_EXERCISE_. On how many lines of the records below does the string "service" appear? Reply with only the number.

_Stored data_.
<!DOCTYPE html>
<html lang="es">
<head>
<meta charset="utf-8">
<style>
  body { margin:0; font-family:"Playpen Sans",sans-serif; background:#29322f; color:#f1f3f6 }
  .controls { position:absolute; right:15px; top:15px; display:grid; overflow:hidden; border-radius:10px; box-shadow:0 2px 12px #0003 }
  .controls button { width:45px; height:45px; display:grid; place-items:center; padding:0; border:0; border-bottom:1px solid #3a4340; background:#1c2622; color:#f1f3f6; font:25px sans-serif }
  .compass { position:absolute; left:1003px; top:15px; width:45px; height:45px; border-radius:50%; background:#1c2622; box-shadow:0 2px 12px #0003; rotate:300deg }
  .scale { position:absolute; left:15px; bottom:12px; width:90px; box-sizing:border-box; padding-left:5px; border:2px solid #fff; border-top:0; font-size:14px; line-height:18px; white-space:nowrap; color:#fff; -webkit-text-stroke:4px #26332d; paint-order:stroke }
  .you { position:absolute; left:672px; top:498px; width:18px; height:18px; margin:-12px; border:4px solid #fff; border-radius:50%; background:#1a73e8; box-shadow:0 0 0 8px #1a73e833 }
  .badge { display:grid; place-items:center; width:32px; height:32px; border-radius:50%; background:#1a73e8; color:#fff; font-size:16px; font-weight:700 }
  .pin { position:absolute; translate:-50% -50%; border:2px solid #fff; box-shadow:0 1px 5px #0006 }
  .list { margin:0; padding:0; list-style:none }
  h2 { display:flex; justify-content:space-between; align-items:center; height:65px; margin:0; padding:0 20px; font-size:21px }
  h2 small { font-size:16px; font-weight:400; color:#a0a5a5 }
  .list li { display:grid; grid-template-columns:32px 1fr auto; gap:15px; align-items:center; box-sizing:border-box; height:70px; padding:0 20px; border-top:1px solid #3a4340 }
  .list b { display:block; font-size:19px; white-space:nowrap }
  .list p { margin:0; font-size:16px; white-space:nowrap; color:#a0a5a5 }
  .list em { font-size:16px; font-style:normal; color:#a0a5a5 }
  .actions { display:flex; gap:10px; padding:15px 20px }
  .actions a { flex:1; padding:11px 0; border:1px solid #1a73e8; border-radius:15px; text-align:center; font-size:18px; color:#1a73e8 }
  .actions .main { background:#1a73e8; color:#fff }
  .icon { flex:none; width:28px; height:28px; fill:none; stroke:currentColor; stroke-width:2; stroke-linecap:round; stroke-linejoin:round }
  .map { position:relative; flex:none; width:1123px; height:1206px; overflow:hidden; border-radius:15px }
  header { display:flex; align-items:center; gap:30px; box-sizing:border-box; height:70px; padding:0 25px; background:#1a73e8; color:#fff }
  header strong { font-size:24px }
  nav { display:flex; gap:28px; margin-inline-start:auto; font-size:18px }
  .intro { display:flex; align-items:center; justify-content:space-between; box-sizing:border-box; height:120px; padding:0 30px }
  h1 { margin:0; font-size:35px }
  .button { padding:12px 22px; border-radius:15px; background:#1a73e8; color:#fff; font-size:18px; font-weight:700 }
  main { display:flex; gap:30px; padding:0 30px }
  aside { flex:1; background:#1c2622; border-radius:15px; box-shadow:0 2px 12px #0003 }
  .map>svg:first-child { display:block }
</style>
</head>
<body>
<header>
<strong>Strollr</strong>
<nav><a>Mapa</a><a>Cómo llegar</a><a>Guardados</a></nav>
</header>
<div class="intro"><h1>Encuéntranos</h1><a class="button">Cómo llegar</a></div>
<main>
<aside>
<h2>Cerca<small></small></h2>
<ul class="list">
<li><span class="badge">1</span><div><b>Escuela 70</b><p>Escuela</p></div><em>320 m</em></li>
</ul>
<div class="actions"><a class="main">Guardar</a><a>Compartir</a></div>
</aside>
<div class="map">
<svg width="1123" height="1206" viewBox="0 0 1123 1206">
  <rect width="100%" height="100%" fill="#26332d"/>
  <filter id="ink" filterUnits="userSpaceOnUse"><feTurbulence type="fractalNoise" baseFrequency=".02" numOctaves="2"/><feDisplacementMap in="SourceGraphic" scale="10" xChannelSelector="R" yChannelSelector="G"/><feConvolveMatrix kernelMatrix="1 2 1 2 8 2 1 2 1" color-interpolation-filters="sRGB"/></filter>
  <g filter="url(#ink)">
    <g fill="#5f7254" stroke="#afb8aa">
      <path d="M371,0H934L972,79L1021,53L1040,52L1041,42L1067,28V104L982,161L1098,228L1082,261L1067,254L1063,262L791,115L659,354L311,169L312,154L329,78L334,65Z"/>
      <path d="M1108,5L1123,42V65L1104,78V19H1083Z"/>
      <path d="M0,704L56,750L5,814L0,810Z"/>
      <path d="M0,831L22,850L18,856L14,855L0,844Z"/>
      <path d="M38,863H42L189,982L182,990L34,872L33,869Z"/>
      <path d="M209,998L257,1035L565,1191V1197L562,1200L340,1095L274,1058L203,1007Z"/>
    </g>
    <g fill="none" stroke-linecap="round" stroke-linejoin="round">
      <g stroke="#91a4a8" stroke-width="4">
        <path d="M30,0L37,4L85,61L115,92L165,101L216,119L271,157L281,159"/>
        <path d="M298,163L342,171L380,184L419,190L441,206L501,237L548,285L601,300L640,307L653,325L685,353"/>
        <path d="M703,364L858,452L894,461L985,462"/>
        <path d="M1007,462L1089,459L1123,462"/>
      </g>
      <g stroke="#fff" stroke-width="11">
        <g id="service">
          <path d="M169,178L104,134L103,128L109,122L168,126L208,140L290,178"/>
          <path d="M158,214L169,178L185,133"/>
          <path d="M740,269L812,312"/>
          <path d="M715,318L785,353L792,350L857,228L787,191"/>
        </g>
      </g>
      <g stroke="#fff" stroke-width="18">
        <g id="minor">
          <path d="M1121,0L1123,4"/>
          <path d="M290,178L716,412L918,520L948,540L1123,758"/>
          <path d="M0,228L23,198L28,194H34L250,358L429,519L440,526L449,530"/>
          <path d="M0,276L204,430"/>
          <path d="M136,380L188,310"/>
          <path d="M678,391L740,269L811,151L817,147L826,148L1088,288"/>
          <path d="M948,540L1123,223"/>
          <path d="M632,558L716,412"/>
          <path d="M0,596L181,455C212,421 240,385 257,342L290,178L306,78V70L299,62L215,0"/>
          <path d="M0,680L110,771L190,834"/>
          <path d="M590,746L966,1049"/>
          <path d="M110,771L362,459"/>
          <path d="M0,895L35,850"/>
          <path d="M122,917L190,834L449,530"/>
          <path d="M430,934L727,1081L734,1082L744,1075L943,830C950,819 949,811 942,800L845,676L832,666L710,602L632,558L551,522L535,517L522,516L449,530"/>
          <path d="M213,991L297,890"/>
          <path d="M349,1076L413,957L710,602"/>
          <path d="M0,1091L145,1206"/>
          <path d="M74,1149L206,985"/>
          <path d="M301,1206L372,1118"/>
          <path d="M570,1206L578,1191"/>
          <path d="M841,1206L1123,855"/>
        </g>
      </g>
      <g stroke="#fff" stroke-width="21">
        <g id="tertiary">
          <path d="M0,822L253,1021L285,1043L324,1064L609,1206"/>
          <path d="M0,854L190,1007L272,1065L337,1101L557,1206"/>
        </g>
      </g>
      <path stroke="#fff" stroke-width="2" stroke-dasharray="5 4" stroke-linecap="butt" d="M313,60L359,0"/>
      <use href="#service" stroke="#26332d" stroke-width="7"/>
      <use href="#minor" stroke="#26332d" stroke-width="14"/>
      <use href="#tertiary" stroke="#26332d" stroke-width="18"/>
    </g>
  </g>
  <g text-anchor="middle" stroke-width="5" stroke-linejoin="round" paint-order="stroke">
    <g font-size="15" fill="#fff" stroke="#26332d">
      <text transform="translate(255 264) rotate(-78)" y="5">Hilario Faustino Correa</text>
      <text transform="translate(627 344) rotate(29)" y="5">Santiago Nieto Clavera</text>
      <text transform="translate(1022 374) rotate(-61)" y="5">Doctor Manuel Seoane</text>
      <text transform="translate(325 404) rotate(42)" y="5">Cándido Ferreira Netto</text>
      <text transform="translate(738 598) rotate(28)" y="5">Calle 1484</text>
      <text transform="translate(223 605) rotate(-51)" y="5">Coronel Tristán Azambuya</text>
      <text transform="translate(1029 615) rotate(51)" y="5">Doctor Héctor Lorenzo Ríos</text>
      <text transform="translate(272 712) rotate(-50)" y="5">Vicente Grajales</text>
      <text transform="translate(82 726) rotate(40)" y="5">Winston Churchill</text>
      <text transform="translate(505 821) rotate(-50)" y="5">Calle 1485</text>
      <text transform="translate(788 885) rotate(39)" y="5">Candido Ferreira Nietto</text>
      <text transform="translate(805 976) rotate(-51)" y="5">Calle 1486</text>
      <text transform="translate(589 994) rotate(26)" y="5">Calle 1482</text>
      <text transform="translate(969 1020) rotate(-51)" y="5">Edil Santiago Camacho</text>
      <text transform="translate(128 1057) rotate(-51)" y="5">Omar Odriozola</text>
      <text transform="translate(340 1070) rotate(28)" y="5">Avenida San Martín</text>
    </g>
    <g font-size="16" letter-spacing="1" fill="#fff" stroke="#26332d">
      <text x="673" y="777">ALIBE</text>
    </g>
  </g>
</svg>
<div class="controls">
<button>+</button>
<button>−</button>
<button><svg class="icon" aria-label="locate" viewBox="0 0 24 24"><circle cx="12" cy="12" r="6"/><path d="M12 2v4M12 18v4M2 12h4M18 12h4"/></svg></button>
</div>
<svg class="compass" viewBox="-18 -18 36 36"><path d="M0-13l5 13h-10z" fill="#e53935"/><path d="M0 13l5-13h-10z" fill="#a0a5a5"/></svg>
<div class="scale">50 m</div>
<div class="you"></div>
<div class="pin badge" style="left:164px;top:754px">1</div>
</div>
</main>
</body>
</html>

_WRITTEN RESPONSE_. 2